[Dataset entries]
-*-
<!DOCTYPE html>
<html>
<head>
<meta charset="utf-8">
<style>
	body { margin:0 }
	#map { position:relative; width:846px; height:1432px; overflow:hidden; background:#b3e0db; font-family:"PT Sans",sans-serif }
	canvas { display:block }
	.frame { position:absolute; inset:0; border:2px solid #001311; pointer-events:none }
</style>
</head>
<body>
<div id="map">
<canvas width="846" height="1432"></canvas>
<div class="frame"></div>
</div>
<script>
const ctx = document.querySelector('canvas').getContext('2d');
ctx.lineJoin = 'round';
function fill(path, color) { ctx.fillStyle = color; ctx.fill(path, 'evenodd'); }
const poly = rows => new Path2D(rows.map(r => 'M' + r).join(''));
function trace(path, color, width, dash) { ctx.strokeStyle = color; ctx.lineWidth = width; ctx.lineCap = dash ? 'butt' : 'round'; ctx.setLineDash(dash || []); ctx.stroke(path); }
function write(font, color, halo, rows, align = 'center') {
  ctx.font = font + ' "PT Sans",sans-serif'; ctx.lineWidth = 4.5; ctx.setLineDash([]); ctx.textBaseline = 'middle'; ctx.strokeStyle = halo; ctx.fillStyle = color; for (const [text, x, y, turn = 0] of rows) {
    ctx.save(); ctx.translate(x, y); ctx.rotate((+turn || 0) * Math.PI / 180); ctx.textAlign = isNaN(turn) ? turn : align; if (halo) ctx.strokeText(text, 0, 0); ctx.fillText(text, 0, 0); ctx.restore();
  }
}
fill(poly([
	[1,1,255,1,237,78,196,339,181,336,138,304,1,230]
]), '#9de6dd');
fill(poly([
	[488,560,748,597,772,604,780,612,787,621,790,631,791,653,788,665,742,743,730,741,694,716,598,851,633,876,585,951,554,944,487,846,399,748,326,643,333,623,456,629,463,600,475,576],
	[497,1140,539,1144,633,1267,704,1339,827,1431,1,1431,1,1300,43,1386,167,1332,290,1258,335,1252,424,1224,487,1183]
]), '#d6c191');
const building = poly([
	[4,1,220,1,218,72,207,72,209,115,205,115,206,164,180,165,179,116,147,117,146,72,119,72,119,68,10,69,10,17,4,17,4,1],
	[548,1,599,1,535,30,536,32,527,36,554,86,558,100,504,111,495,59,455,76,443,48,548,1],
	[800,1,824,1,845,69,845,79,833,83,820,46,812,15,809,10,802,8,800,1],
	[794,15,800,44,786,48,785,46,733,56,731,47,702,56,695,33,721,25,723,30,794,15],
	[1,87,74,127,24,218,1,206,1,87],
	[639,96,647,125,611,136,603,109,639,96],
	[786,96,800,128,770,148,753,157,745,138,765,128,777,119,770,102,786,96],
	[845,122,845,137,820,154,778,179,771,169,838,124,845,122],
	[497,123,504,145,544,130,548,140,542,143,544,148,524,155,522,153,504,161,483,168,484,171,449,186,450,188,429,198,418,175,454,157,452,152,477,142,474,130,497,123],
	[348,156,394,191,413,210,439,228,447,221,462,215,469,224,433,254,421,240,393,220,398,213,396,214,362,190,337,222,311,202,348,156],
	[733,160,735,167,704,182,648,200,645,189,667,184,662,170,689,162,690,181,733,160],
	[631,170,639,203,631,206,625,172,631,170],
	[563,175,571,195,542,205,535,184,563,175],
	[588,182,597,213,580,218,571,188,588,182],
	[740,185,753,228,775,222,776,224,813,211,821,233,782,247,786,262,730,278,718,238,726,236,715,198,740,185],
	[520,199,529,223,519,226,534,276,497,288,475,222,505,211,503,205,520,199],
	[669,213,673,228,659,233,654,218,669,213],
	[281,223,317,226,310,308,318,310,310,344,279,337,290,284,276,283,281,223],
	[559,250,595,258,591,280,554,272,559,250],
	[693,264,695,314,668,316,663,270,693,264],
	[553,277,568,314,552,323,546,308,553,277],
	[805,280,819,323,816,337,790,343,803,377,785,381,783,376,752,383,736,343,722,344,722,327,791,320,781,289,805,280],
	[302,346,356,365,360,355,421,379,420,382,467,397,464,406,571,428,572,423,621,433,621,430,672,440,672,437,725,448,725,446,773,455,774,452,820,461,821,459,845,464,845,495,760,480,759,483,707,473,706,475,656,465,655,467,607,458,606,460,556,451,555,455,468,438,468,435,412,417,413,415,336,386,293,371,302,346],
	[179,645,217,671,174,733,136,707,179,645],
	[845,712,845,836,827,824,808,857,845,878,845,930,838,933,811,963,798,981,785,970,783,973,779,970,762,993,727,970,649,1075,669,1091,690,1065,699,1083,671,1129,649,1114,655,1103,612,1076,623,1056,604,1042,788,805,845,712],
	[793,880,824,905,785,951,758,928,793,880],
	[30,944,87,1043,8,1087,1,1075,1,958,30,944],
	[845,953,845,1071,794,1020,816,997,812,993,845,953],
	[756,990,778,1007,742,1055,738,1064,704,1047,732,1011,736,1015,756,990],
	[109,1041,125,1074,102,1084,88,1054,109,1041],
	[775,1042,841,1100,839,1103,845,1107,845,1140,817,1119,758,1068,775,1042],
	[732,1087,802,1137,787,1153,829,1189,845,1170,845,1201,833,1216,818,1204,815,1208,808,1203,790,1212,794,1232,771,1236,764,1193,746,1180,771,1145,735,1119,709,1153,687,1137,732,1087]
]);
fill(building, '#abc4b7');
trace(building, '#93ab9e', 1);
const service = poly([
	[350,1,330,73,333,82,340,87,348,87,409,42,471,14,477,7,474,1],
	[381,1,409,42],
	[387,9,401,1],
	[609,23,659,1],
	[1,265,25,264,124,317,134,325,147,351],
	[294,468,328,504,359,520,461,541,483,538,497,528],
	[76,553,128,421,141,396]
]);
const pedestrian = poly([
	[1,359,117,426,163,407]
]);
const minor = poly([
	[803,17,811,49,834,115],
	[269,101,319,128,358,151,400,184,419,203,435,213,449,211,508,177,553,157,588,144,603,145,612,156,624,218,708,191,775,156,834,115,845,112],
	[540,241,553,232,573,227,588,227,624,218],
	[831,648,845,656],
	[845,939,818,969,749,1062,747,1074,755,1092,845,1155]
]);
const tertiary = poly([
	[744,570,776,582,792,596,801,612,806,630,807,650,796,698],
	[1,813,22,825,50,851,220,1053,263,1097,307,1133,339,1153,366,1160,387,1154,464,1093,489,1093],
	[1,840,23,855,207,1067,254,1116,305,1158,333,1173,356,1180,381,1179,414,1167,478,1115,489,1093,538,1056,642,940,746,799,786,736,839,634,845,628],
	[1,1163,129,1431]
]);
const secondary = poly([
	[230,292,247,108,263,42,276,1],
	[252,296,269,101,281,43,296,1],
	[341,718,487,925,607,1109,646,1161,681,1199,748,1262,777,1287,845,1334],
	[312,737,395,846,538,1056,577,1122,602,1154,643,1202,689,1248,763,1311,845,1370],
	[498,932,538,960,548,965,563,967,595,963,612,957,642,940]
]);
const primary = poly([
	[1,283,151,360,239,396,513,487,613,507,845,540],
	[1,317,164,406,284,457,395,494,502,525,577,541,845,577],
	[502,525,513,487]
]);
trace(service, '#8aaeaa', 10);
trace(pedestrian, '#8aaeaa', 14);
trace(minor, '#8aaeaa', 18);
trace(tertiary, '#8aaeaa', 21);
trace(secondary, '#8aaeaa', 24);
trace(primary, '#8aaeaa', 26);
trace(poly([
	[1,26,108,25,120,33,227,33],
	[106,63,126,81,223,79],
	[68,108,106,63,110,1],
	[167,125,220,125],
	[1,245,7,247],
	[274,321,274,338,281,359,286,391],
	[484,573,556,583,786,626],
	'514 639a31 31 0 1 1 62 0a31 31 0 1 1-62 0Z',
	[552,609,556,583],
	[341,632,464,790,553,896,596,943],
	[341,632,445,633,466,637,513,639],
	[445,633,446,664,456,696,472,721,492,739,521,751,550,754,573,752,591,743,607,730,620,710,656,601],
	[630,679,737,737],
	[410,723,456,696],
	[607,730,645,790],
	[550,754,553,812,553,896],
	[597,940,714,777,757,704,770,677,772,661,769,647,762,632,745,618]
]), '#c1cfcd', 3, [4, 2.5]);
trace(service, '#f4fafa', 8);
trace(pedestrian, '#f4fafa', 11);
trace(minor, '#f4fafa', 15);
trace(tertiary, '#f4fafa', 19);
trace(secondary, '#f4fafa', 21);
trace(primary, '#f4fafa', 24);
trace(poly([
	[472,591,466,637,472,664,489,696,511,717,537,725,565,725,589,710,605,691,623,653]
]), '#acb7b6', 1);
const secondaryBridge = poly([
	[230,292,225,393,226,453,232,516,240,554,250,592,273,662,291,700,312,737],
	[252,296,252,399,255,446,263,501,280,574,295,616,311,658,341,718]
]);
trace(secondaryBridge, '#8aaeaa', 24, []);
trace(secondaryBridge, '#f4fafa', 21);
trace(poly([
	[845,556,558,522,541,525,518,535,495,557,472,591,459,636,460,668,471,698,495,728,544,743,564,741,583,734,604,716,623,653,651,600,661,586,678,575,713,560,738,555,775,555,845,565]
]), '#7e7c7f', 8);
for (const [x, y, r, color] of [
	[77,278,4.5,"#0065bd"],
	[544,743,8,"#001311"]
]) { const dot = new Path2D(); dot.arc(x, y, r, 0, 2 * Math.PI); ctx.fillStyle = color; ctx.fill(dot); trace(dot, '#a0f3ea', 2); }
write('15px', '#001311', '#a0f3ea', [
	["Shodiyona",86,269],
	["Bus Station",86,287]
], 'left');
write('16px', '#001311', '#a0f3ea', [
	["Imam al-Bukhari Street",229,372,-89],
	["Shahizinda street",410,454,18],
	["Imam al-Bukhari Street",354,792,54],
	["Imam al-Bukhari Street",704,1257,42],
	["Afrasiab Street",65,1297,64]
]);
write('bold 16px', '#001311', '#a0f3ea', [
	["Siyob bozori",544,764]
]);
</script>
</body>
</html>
-*-
**AIM OF THE TASK**. Where a line of the data holds "align", show that line.

**OUTPUT**.
function write(font, color, halo, rows, align = 'center') {
    ctx.save(); ctx.translate(x, y); ctx.rotate((+turn || 0) * Math.PI / 180); ctx.textAlign = isNaN(turn) ? turn : align; if (halo) ctx.strokeText(text, 0, 0); ctx.fillText(text, 0, 0); ctx.restore();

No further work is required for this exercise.